Attack Tree Path: 7. Misconfiguration of Jackson Features (Critical Node, High-Risk Path):

• Attack Vector: Incorrectly configuring Jackson-core, especially enabling insecure features like default typing without understanding the security implications.
• Risk: Very High, misconfiguration is a major root cause of deserialization vulnerabilities.
• Critical Sub-Nodes:
  • 1.3.1.1. Default Typing Enabled Unnecessarily (Critical Node, High-Risk Path):
    • Attack Vector: The application enables default typing using ObjectMapper.enableDefaultTyping() without a strong security justification and proper safeguards. This directly enables polymorphic deserialization vulnerabilities.
    • Risk: Critical, default typing is a well-known enabler of RCE vulnerabilities.
    • 1.3.1.1.1. Application uses ObjectMapper.enableDefaultTyping() without careful consideration (Critical Node, High-Risk Path):
      • Attack Vector: This is the code-level manifestation of the misconfiguration. Developers use enableDefaultTyping() without fully understanding the security risks.
      • Risk: Critical, direct code-level misconfiguration leading to high vulnerability.
  • 1.3.1.3. Ignoring Security Best Practices (Critical Node, High-Risk Path):
    • Attack Vector: Failing to follow security best practices related to Jackson-core, such as not keeping it updated with security patches.
    • Risk: Medium to High, neglecting security best practices increases the likelihood of exploitation of known vulnerabilities.
    • 1.3.1.3.1. Not updating Jackson-core to latest versions with security patches (Critical Node, High-Risk Path):
      • Attack Vector: Using outdated versions of Jackson-core that contain known security vulnerabilities that have been patched in later versions.
      • Risk: Medium to High, depending on the severity of the vulnerabilities in the outdated version.

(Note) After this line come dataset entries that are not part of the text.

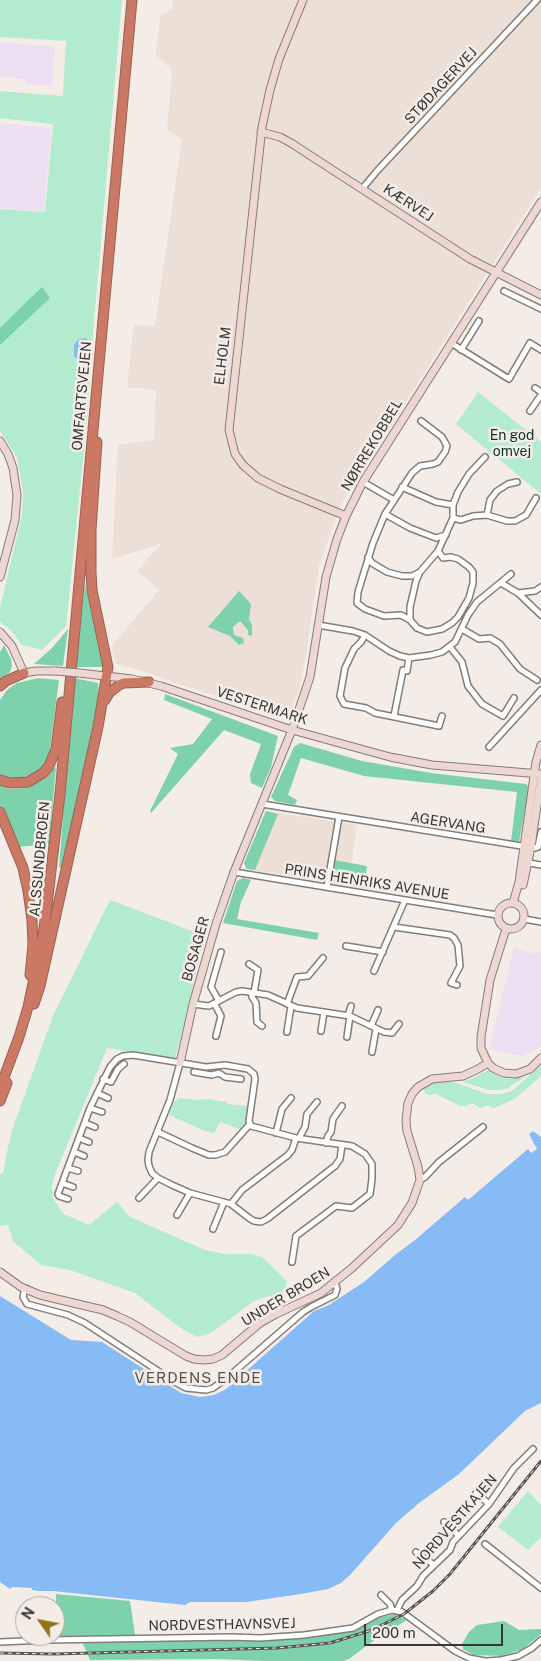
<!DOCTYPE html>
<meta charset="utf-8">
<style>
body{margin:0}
#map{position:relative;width:541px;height:1661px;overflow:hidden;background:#f3ece7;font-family:"Public Sans",sans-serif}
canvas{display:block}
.north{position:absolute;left:15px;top:1596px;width:50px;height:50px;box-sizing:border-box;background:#f3ece7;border:1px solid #a9a4a0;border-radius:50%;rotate:303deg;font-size:14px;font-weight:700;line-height:20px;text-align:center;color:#393735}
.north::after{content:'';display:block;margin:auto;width:18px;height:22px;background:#91741a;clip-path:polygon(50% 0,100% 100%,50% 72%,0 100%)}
.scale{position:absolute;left:364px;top:1624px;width:139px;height:22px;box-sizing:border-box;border:2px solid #393735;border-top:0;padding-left:6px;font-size:15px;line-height:18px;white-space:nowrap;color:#393735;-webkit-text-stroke:4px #f3ece7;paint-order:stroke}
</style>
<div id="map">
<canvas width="541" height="1661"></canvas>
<div class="north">N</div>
<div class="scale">200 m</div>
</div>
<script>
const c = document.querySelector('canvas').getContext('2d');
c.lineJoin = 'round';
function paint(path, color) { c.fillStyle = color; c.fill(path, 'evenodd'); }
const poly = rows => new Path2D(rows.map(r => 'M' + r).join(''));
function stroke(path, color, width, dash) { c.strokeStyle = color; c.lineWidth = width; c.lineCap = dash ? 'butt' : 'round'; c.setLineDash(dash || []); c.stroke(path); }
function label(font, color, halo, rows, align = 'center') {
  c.font = font + ' "Public Sans",sans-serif'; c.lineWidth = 5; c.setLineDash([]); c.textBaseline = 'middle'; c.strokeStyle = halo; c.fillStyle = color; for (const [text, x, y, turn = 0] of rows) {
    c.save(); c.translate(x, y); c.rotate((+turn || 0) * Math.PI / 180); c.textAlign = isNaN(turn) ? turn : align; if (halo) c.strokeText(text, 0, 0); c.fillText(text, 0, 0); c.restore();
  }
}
paint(poly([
 [0,42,55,47,52,86,26,84,26,79,0,77],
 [0,123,51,128,44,211,0,208],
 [514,948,534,954,541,951,541,1046,523,1056,489,1049]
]), '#eddef1');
paint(poly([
 [173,0,541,0,541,188,340,506,319,566,306,655,300,687,287,718,172,682,149,673,116,664,111,647,159,590,137,571,161,544,112,559,118,445,154,440,156,390,127,387,134,325,155,326,182,139,167,130,172,70,156,55,160,17,172,9],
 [266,811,357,825,348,885,247,869,244,863]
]), '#ecdfd5');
paint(poly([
 [0,0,122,0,94,321,87,421,66,626,42,650,22,645,11,630,0,622,0,608,22,515,23,491,17,457,0,431,0,209,45,212,53,124,0,118,0,91,63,96,66,41,0,37],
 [478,392,541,442,541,494,456,424],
 [110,900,205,936,175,1059,107,1048,55,1174,52,1186,53,1199,64,1214,89,1225,117,1202,130,1217,205,1250,225,1254,251,1254,262,1257,287,1281,285,1291,254,1301,211,1333,197,1337,182,1329,135,1293,70,1270,41,1265,13,1241,8,1225,0,1226,0,1174,3,1173,11,1133,53,1016],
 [541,1065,541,1076,516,1098,497,1107,492,1108,488,1105,480,1108,472,1103,466,1106,460,1106,434,1093,431,1095,425,1094,424,1088,434,1083,444,1081,457,1083,487,1094,501,1094,512,1091],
 [488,1070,501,1077,509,1079,526,1076,508,1088,499,1090,488,1090,461,1081,471,1079],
 [179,1098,196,1100,208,1099,226,1102,228,1104,249,1106,246,1126,243,1130,220,1122,214,1133,205,1131,169,1115,173,1103],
 [528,1491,541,1505,541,1537,528,1550,498,1527]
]), '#b3ebd0');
paint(poly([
 [42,287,50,298,0,345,0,328],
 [85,583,104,667,76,667],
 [239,591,251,604,249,620,252,624,252,636,248,635,248,630,240,621,233,627,234,635,243,638,244,643,239,645,230,636,208,627],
 [68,629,63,666,34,664,52,648],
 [4,645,11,659,12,666,10,672,0,679,0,652],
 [38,678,59,680,49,757,40,769,28,776,17,779,2,778,0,777,0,700,7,690,17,683],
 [74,678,98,683,99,699,63,869,59,867],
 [165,694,278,736,271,767,262,788,251,783,250,774,261,744,224,730,151,813,150,811,178,754,170,748,193,744,212,719,164,700],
 [300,743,362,761,431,773,526,784,529,787,519,842,511,841,517,792,364,776,301,758,288,795,297,800,295,805,275,801,271,797,294,747],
 [56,767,49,844,18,847,0,805,0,785,10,789,23,788,39,780],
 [266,811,278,814,255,870,247,869,244,863],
 [334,860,367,866,365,878,374,879,372,889,330,881],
 [243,878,251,880,241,902,237,919,319,933,317,940,223,923,237,881],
 [56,1594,130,1601,135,1635,56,1636],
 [394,1614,407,1620,377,1638,349,1659,343,1661,264,1661,218,1659,90,1660,82,1642,302,1638,353,1631,378,1618],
 [504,1621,519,1630,541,1629,541,1634,523,1649,502,1656,473,1655,463,1649,462,1644,469,1632,477,1625]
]), '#7dd2ac');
paint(poly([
 [83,338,87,339,88,341,87,357,83,365,74,356,74,345,78,340],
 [533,1131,541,1137,541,1403,525,1411,459,1474,419,1503,396,1523,350,1575,341,1583,328,1589,301,1594,246,1602,190,1602,185,1605,53,1591,39,1591,32,1590,32,1588,12,1587,10,1589,0,1582,0,1296,71,1340,102,1342,181,1393,200,1397,214,1395,226,1389,314,1311,329,1305,364,1282,395,1255,415,1240,465,1197,468,1200,528,1149,531,1153,537,1149,529,1134]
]), '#86bbf5');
const street = poly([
 [362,189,377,171,537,0],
 [504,291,541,309],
 [451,343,509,379,530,343,541,350],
 [461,350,479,321],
 [535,388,541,392],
 [530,411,541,395],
 [421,421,442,437,447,446,445,452,438,462,433,464,420,466,412,473,385,514,373,543,358,592,357,603,365,609,384,616,401,615,410,620,417,628,427,632,442,629,452,623,458,617,469,598,473,583,473,572,469,567,458,559,451,557,443,558,438,551,453,518,453,505,458,492,469,474,485,457],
 [363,482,394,500],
 [402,487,436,502,453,505],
 [385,514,410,528,436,538,446,535],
 [487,515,490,500,497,491,508,484,517,482],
 [453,518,461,520,473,516,487,515,507,521,515,521,526,515,536,498],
 [368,557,372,563,387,572,402,576,412,576,420,572,438,551],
 [501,583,518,593,541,615],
 [518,593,535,591,541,587],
 [410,620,410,607,416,581,420,572],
 [318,625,353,631,365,635,389,651,400,656,409,658,431,655,442,652,455,642,468,615,477,602,511,574],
 [462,629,479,639,490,638,500,644,520,669,537,680],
 [365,635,361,642,354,649,345,668,340,696,344,704,366,708,375,713,439,726,442,716],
 [450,647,462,662,468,686,482,704,503,716,514,698],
 [394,716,403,670,407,671,409,658],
 [489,747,541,690],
 [262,804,534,848,538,847,541,832],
 [524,862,541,865],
 [234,872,497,915],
 [327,887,339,817],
 [524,919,541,922],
 [394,927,450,935,454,938,458,945,460,966,451,983,457,985],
 [346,946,383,952],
 [249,964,258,970,254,993],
 [374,971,405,900],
 [252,993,252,997,256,1003,257,1022,262,1026],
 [219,1001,211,987,221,952],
 [214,1003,221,1016,216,1036],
 [193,1004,209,1006,236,992,242,991,268,995,297,1008,350,1016,384,1032,392,1033,399,1024],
 [287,1004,297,977,308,976,323,958],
 [348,1016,351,1006],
 [371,1026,378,1010],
 [321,1031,324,1012],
 [287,1032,291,1006],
 [347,1037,350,1016],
 [372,1052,376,1029],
 [180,1063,170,1100,149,1152,148,1160,149,1166,152,1173,158,1178,172,1185,190,1193,231,1204,249,1218,254,1221,261,1222,267,1219,335,1166,340,1159,342,1145],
 [194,1072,212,1075,219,1073,225,1077,241,1079],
 [103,1079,111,1082,118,1069,124,1064],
 [97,1093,108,1098],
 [90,1108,102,1112],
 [85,1123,95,1127],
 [158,1132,192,1148,209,1155,215,1155,225,1152,250,1124],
 [276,1133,282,1109,291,1098],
 [79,1138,89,1142],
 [299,1138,305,1127,307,1114,317,1102],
 [326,1143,328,1136,331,1132,333,1119,342,1106],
 [74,1152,84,1156],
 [68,1168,78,1171],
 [420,1180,425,1177,439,1162,483,1127],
 [62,1183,73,1187],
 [139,1198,158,1178],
 [68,1199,59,1196,58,1194,90,1108,110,1067,117,1059,123,1056,133,1055,206,1067,225,1065,248,1069,254,1074,255,1079,249,1121,251,1126,296,1138,352,1146,365,1154,372,1164,372,1179,370,1194,352,1208,336,1206,296,1236,292,1262],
 [231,1204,242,1190,288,1155,292,1150,296,1138],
 [177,1215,190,1193],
 [213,1229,224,1202],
 [25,1288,23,1297,27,1304,68,1315,85,1323,175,1382,186,1388,206,1390,213,1388,227,1378,303,1312,311,1307,335,1295,337,1289,335,1282],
 [476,1493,489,1504],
 [444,1522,459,1536],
 [485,1544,541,1588],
 [416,1552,434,1565],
 [381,1595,390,1604,392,1610],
 [397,1610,402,1600,417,1586,423,1576,450,1550,453,1542,489,1504,514,1468,533,1449],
 [0,1642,47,1640,231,1637,260,1638,304,1635,353,1628,378,1614,392,1610,402,1612,455,1651,469,1658,485,1661],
 [487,1661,501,1660,518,1656,532,1648,541,1640]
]);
const secondary = poly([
 [303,0,279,59,270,90,262,127,229,430,235,454,243,465,258,478,280,489,346,516],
 [261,132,280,137,291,143,470,259,541,295],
 [0,441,8,454,13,468,17,495,15,520,0,577],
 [0,632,12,646,24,673,36,671,56,671],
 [79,673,132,679,161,686,292,730,390,757,432,765,541,774],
 [523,885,531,847,541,778],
 '498 916a13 13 0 1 1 26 0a13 13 0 1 1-26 0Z',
 [513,903,519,882,536,762,541,745],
 [506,929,490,980,481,1037,481,1048,488,1063,493,1068,504,1073,516,1074,530,1069,541,1058],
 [180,1063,193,1004,216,924,234,872,292,730,310,677,326,577,337,539,346,516,363,482,541,202],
 [0,1272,21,1287,40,1295,103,1310,117,1316,130,1322,186,1356,194,1359,204,1360,213,1359,222,1355,260,1323,276,1314,321,1293,352,1268,398,1225,412,1203,420,1180,418,1167,407,1131,406,1120,408,1103,412,1094,418,1087,432,1079,463,1076,478,1069,488,1063]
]);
const highway = poly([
 [0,686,6,681,24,673],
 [105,700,109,693,119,685,124,683,149,682],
 [0,780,10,783,28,782,43,773,49,766,56,749,62,702],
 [0,812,23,868,28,891,32,920,33,945,30,975],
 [34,1004,40,986,98,727,108,667,92,590,91,572,91,530,97,442],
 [0,1088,19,1037,28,1007,43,936,47,905,60,794,132,0],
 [0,1101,7,1083]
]);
stroke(street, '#837d78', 8);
stroke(secondary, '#837d78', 9);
stroke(highway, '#986254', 11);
stroke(street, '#fff', 5);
stroke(secondary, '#efd7d1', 7);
stroke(highway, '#cb7965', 9);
const rail = poly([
 [0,1653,54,1654,277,1648,330,1643,372,1630,404,1614,433,1591,450,1574,541,1461]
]);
stroke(rail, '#585552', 3);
stroke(rail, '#f3ece7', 1, [4]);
const secondaryBridge = poly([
 [56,671,79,673]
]);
stroke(secondaryBridge, '#837d78', 9, []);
stroke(secondaryBridge, '#efd7d1', 7);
label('14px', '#393735', '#f3ece7', [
 ["STØDAGERVEJ",441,86,-47],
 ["KÆRVEJ",408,203,33],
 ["ELHOLM",223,356,-83],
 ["OMFARTSVEJEN",82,396,-85],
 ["NØRREKOBBEL",372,445,-59],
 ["VESTERMARK",262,706,18],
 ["AGERVANG",448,823,9],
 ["ALSSUNDBROEN",40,859,-85],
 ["PRINS HENRIKS AVENUE",367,882,9],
 ["BOSAGER",196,949,-74],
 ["UNDER BROEN",286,1297,-31],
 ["NORDVESTKAJEN",455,1522,-49],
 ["NORDVESTHAVNSVEJ",222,1625,-1]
]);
label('14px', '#0c3324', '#f3ece7', [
 ["En god",512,436],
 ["omvej",512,452]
]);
c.letterSpacing = '1px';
label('15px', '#59534f', '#f3ece7', [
 ["VERDENS ENDE",198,1378]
]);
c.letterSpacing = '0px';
</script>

Attack Tree Path: 8. Application Logic Vulnerabilities Exposed by Jackson (High-Risk Path):

• Attack Vector: Vulnerabilities in the application's code that processes data deserialized by Jackson-core. Even with secure Jackson configuration, flaws in application logic can be exploited.
• Risk: High, application logic vulnerabilities are common and can be easily overlooked.
• Critical Sub-Node:
  • 1.3.2.1. Improper Handling of Deserialized Data (Critical Node, High-Risk Path):
    • Attack Vector: The application does not properly validate or sanitize data after it has been deserialized by Jackson-core. This can lead to various vulnerabilities depending on how the data is used.

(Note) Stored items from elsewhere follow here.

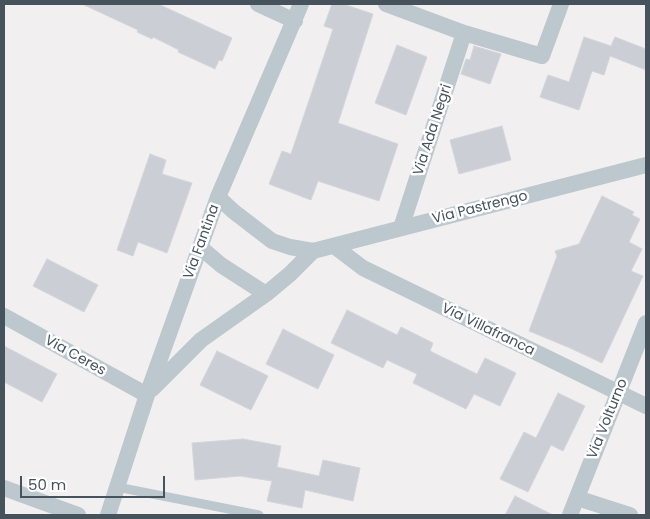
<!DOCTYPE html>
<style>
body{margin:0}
#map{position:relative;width:650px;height:519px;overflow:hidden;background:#f1efef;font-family:Poppins,sans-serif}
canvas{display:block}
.frame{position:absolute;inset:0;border:5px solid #46535d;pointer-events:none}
.scale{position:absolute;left:20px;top:476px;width:145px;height:22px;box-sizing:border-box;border:2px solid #46535d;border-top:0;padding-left:6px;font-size:15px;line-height:18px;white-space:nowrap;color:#46535d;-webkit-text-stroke:4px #fff;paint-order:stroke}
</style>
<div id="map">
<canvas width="650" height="519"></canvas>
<div class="frame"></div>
<div class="scale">50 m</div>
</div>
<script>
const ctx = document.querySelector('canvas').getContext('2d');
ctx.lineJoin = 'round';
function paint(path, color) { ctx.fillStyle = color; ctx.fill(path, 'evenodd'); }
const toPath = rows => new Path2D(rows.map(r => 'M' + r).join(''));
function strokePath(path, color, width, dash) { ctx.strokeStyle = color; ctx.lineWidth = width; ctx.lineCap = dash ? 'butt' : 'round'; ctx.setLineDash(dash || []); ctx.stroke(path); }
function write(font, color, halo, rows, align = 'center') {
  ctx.font = font + ' Poppins,sans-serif'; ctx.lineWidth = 5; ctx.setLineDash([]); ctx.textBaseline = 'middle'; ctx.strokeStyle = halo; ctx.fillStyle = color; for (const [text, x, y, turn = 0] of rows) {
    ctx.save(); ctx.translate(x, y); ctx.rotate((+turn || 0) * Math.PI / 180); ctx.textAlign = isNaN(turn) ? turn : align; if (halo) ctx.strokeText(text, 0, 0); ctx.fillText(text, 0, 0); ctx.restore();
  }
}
const building = toPath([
 [82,4,158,4,232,38,222,61,219,60,215,69,178,52,179,50,153,37,152,39,137,32,138,30,82,4],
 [332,4,343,4,373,14,338,123,398,144,379,201,318,181,311,200,269,184,282,151,291,154,333,29,324,26,332,4],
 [584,37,611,46,615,37,646,49,646,70,610,56,604,75,592,71,579,110,540,97,548,75,569,82,584,37],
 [397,45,427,57,406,115,375,103,397,45],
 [474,46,501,54,490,84,461,74,466,59,470,60,474,46],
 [502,126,511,160,459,174,450,140,502,126],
 [150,154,166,160,162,174,192,183,167,253,138,242,133,256,117,250,150,154],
 [602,196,634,212,632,215,640,219,629,242,642,249,631,271,643,276,602,363,570,348,529,331,557,256,555,251,579,244,602,196],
 [47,259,98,285,84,312,33,286,47,259],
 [347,310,397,335,401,327,433,343,430,351,477,374,485,358,516,373,500,406,474,394,466,409,413,383,417,374,387,360,383,368,331,343,347,310],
 [283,329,334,355,318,389,266,364,283,329],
 [4,346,57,374,42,402,4,382,4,346],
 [217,351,268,376,251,410,200,385,217,351],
 [558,393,585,406,563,451,551,445,528,492,500,479,524,432,536,438,558,393],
 [243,439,281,446,277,467,319,476,323,460,360,468,353,501,305,490,302,508,267,501,272,481,240,476,195,480,192,443,243,439],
 [515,496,553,515,505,515,515,496]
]);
const service = toPath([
 [117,487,259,515]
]);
const minor = toPath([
 [258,4,295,21],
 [386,4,464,33],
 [218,197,233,211,272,241,290,247,313,251,646,165],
 [401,228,464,33,542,56,561,4],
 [334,246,363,268,646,406],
 [200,247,221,265,266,294],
 [4,316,147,395],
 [152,389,201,340,266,294,290,274,313,251],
 [4,488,78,515],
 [577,498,630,515],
 [108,515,147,395,218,197,301,4],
 [570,515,646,323]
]);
const streetNames = [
 ["Via Ada Negri",433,130,-72],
 ["Via Pastrengo",480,208,-14],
 ["Via Fantina",202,242,-70],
 ["Via Villafranca",488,330,26],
 ["Via Ceres",75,356,29],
 ["Via Volturno",608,419,-68]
];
paint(building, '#cbced4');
strokePath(building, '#d2d5db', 1);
strokePath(service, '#bcc7ce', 9);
strokePath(minor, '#bcc7ce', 16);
write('14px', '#46535d', '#fff', streetNames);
</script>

    • Risk: High, improper data handling is a common source of vulnerabilities.
    • Critical Sub-Sub-Nodes:
      • 1.3.2.1.1. Blindly Trusting Deserialized Data without Validation (Critical Node, High-Risk Path):
        • Attack Vector: The application assumes that deserialized data is safe and trustworthy without performing any validation.
        • Risk: High, blindly trusting external input is a fundamental security flaw.
      • 1.3.2.1.2. Using Deserialized Data in Security-Sensitive Operations (Critical Node, High-Risk Path):
        • Attack Vector: Using deserialized data directly in security-sensitive operations, such as constructing file paths, executing commands, or making access control decisions, without proper validation and sanitization.
        • Risk: Critical, this can lead to severe vulnerabilities like file system traversal, command injection, and access control bypass.
      • 1.3.2.1.3. Lack of Input Sanitization after Deserialization (Critical Node, High-Risk Path):
        • Attack Vector: Failing to sanitize deserialized data to remove or neutralize potentially malicious content before using it in application logic.
        • Risk: High, lack of sanitization can allow malicious data to trigger vulnerabilities in subsequent processing steps.